Start of Data supplied
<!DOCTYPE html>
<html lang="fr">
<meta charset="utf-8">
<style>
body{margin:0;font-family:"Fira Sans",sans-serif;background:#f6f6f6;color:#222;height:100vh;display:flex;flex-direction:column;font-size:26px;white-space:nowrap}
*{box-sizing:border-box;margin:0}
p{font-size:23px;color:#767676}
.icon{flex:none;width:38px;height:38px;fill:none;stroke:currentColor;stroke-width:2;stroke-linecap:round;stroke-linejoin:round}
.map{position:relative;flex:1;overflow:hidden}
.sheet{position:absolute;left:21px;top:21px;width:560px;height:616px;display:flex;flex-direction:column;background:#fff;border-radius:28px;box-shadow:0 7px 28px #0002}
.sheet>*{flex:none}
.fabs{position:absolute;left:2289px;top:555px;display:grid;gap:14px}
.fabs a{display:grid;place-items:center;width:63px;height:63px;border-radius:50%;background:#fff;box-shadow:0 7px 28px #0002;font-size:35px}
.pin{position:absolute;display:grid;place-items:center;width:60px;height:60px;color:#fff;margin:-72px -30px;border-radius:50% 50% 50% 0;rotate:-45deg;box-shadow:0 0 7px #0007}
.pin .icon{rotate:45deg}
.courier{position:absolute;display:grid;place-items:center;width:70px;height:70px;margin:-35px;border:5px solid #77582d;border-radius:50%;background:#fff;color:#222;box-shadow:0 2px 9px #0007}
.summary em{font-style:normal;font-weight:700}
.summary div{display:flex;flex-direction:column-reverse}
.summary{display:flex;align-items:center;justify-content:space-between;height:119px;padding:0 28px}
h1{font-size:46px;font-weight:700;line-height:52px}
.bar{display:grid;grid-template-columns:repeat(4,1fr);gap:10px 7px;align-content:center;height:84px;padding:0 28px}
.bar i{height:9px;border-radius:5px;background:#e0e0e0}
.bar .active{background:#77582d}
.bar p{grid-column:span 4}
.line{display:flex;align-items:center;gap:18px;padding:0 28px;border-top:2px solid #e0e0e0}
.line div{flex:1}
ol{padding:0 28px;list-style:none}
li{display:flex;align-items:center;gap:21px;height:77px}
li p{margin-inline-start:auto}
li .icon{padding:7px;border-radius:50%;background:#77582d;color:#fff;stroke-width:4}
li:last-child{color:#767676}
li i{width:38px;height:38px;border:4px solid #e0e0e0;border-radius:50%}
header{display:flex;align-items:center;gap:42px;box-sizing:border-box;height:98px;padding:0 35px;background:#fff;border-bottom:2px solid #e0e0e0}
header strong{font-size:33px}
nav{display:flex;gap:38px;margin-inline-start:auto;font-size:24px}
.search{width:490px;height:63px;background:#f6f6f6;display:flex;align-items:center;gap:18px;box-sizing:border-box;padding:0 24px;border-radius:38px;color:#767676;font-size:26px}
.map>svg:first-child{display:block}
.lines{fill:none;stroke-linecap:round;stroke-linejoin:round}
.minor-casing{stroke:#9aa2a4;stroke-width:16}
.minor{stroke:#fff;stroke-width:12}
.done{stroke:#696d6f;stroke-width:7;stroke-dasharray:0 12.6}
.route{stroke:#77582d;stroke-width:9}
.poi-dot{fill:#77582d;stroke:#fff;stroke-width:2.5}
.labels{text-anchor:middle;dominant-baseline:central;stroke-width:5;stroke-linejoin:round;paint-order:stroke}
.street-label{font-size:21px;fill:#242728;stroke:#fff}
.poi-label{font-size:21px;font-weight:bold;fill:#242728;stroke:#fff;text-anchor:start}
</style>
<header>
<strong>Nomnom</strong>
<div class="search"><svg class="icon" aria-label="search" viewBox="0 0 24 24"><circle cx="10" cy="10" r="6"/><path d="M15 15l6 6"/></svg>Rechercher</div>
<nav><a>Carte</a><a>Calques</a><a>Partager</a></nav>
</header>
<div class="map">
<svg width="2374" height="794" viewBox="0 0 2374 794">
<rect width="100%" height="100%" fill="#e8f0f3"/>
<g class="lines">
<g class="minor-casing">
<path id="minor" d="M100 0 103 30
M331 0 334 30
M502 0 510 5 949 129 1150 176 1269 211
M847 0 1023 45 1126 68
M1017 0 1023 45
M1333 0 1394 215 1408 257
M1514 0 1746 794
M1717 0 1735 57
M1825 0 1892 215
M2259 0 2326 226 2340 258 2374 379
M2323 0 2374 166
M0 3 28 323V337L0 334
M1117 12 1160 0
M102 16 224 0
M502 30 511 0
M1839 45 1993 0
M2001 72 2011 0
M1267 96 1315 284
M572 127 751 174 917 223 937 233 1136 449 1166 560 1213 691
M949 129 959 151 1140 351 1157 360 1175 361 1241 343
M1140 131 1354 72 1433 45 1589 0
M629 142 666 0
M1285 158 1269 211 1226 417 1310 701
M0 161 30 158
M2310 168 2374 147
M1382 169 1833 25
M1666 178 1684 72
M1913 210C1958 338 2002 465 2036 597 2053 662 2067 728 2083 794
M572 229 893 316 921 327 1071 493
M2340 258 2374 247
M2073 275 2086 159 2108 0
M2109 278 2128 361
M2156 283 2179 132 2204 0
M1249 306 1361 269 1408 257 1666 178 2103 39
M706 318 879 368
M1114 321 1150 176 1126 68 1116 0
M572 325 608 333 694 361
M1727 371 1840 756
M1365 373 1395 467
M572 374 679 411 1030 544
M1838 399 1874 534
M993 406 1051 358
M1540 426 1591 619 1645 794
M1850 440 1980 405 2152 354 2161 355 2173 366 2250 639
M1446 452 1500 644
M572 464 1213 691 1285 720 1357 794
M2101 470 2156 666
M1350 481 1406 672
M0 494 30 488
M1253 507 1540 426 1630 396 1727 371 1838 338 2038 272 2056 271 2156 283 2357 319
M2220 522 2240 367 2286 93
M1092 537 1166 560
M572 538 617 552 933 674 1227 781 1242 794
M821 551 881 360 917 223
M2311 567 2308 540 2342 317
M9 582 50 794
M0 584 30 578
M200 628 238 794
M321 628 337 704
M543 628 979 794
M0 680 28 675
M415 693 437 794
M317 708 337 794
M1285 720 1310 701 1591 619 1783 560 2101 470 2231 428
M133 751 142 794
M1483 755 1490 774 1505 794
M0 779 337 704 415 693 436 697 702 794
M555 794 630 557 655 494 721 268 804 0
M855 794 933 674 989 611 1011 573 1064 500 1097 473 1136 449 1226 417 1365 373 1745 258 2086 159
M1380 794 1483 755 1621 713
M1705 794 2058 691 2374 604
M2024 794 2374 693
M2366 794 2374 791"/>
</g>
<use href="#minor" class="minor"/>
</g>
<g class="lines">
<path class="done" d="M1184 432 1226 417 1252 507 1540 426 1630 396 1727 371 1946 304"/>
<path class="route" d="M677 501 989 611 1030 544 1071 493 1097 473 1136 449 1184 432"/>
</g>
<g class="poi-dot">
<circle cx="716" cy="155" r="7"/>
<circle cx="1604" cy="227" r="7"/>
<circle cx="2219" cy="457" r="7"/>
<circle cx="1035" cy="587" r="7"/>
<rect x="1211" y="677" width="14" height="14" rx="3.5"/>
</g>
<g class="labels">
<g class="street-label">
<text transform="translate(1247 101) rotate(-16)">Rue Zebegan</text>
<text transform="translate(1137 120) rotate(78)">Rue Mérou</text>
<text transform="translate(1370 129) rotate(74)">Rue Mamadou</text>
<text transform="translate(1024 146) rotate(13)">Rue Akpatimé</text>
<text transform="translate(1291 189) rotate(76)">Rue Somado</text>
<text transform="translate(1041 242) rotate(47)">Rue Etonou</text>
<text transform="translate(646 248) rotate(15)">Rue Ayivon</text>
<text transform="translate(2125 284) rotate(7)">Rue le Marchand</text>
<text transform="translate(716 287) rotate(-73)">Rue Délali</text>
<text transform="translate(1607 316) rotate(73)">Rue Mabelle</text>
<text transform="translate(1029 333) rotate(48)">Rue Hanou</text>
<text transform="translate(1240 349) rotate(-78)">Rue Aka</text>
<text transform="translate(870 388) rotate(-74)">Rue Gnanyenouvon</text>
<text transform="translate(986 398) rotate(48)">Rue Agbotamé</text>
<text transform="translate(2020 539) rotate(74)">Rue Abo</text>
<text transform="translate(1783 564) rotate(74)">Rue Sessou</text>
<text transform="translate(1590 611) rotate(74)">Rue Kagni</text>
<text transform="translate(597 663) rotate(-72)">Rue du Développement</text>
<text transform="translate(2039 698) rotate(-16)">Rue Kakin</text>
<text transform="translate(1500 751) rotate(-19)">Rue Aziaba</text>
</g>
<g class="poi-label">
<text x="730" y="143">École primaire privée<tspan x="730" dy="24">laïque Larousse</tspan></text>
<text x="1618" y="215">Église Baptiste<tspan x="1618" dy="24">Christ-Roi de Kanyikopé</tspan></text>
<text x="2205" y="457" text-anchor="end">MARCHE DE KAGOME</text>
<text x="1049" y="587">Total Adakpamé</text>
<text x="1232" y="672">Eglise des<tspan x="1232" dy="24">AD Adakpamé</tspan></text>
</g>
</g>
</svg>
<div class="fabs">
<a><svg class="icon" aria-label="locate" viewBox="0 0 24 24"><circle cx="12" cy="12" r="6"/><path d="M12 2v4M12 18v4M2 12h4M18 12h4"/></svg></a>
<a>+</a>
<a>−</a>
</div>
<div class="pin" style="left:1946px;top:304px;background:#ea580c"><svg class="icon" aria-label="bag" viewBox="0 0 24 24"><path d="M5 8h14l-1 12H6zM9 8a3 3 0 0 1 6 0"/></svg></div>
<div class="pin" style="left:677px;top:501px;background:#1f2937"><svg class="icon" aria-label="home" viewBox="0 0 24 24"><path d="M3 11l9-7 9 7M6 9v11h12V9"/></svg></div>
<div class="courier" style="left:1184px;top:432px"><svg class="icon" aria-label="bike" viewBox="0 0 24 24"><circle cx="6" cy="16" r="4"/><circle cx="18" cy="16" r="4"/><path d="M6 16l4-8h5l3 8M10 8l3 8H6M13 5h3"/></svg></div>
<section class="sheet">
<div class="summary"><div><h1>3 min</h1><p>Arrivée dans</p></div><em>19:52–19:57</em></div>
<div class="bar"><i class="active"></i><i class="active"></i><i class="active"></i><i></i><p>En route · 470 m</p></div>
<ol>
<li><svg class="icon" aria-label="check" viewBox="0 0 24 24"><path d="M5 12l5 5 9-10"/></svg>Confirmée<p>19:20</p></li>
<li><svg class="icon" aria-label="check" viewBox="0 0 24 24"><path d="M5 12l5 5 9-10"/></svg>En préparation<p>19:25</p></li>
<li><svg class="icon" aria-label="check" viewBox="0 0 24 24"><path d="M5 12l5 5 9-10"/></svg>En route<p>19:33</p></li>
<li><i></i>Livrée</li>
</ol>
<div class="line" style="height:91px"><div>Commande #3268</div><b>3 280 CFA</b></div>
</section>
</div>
End of Data supplied
Start of Data supplied
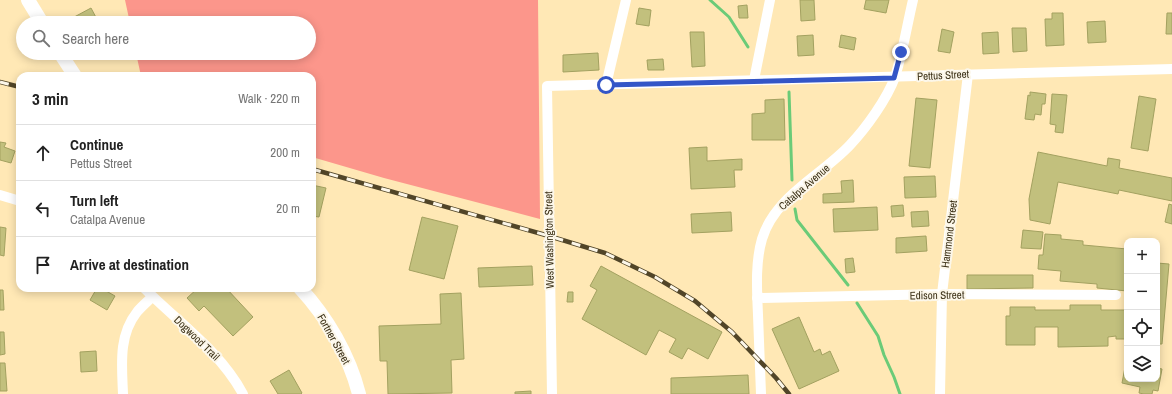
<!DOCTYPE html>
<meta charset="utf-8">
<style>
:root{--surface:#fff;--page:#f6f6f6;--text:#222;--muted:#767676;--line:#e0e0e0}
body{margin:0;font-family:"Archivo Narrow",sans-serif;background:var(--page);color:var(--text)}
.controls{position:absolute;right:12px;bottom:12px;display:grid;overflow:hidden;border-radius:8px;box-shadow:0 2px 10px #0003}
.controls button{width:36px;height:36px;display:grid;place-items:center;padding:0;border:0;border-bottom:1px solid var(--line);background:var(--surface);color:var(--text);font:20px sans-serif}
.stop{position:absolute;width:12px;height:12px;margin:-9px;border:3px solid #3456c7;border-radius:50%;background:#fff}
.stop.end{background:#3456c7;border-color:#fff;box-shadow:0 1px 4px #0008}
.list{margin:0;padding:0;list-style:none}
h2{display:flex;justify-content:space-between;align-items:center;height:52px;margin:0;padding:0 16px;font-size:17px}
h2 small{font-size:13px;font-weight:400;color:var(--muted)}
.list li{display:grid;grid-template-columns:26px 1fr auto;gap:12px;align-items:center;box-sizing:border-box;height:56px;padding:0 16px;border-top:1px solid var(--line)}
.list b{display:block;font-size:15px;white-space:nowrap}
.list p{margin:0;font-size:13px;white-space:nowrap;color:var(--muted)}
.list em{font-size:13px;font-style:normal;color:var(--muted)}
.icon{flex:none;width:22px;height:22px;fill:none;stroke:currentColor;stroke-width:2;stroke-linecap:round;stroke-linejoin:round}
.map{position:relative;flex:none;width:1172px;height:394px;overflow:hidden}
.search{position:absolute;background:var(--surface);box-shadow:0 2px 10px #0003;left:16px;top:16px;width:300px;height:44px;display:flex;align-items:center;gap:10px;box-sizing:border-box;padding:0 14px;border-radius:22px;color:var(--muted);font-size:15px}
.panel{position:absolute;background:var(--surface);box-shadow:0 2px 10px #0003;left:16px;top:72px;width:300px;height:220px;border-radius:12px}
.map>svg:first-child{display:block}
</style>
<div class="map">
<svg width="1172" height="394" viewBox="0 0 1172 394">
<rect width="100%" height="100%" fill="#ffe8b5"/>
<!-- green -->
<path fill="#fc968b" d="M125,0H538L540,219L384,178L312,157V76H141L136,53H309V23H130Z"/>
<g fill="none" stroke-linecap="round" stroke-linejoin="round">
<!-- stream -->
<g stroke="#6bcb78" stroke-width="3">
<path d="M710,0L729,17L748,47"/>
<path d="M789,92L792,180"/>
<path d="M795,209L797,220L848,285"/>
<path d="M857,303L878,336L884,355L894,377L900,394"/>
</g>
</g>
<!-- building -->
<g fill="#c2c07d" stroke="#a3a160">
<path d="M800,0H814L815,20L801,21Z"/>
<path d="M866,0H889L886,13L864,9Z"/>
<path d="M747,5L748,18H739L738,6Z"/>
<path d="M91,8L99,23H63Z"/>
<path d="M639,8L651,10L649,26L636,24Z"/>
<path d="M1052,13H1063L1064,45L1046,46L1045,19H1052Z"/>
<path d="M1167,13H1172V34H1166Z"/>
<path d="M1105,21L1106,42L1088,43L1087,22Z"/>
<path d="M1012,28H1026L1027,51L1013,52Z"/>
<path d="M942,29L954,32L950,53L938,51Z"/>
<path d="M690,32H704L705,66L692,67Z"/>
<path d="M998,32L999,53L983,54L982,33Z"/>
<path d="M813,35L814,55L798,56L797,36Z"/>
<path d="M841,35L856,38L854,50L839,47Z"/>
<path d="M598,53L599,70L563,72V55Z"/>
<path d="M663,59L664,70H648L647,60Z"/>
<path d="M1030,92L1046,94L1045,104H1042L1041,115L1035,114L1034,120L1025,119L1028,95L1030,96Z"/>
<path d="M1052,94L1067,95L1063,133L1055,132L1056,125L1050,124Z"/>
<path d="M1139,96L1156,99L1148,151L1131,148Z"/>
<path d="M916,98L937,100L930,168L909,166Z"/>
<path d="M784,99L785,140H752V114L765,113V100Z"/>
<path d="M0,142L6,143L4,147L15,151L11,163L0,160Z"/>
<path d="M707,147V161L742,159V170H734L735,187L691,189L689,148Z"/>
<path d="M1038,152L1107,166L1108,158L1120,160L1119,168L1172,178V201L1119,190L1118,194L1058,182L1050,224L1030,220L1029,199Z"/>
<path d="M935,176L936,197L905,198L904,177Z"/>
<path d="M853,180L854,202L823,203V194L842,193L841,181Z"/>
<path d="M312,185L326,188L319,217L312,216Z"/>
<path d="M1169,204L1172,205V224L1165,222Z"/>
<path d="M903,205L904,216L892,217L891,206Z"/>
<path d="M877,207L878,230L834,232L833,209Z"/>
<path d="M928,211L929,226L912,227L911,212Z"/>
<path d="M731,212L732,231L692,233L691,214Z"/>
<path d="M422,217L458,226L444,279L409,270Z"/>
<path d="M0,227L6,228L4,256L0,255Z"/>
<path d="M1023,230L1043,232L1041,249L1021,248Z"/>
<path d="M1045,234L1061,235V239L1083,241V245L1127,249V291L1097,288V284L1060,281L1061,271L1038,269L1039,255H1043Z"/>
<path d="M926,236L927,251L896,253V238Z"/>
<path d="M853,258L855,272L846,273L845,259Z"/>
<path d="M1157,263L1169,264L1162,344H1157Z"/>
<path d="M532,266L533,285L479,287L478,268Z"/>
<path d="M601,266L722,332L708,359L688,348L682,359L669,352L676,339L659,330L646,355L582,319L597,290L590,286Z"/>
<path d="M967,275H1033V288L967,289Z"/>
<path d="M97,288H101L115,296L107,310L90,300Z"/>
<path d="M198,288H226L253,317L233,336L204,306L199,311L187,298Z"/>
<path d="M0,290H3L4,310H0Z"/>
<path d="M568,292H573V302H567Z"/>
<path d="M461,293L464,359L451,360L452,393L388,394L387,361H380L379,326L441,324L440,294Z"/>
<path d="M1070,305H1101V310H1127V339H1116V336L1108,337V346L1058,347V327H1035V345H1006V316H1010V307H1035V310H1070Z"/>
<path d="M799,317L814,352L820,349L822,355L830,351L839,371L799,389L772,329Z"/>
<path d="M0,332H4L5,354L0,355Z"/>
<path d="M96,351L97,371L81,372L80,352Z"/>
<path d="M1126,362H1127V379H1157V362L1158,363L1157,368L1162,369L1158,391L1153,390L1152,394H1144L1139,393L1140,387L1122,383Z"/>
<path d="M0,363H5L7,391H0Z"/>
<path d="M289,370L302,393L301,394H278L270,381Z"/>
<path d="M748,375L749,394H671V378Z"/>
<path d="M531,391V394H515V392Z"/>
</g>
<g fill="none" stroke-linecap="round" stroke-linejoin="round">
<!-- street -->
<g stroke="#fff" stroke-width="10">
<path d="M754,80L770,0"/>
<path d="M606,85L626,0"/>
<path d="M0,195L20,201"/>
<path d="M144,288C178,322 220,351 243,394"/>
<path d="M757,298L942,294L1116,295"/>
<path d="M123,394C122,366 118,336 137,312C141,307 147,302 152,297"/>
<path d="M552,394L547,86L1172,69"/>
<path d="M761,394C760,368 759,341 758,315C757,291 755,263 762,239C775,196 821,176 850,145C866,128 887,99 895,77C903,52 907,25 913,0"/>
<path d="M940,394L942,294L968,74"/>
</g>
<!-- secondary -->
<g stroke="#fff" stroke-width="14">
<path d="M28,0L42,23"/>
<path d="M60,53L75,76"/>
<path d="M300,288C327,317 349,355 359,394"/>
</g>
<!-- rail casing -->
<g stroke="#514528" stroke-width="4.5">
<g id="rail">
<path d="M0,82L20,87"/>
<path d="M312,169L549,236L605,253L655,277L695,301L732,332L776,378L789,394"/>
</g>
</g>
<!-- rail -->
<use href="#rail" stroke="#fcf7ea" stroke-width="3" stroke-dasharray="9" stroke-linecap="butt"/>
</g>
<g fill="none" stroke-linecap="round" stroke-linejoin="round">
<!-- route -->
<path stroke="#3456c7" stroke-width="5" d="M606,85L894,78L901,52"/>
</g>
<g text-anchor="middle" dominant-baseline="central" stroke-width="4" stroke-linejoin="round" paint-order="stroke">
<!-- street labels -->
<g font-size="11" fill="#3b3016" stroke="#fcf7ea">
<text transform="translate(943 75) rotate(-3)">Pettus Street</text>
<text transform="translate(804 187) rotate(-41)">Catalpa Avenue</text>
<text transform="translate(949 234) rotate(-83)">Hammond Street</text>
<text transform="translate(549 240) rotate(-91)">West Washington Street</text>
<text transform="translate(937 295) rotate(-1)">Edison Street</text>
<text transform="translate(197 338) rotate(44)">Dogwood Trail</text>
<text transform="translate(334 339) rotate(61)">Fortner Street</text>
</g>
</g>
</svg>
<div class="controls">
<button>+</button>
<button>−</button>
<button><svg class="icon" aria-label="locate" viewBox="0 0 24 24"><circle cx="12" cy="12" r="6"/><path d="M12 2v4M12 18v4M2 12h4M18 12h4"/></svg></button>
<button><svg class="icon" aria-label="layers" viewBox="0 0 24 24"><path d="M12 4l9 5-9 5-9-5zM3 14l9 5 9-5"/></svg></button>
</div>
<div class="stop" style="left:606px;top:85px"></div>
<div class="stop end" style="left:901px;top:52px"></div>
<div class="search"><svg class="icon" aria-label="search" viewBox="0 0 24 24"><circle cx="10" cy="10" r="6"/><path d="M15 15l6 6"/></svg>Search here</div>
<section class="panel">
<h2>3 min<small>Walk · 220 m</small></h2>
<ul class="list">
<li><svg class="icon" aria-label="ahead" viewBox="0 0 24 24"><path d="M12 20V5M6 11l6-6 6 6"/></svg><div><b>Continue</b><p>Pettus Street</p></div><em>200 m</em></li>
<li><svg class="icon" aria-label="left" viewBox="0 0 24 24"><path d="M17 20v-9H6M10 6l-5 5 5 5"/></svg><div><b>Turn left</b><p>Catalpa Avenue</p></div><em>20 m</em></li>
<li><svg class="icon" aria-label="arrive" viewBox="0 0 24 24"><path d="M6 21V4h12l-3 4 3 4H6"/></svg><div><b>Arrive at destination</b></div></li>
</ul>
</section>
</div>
End of Data supplied
Each line in the listing above that includes the word "controls" needs to be copied out.

• Task solution:
.controls{position:absolute;right:12px;bottom:12px;display:grid;overflow:hidden;border-radius:8px;box-shadow:0 2px 10px #0003}
.controls button{width:36px;height:36px;display:grid;place-items:center;padding:0;border:0;border-bottom:1px solid var(--line);background:var(--surface);color:var(--text);font:20px sans-serif}
<div class="controls">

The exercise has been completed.